Description of the task:
An identical reprint of the entire listing below is expected.

Input data:
↓↓↓

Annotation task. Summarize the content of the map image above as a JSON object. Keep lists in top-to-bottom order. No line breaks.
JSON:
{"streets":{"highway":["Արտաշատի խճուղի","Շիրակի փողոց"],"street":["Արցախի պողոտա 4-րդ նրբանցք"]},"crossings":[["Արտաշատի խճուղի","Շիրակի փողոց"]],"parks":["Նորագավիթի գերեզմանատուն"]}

↑↑↑

Output for this exercise:
Annotation task. Summarize the content of the map image above as a JSON object. Keep lists in top-to-bottom order. No line breaks.
JSON:
{"streets":{"highway":["Արտաշատի խճուղի","Շիրակի փողոց"],"street":["Արցախի պողոտա 4-րդ նրբանցք"]},"crossings":[["Արտաշատի խճուղի","Շիրակի փողոց"]],"parks":["Նորագավիթի գերեզմանատուն"]}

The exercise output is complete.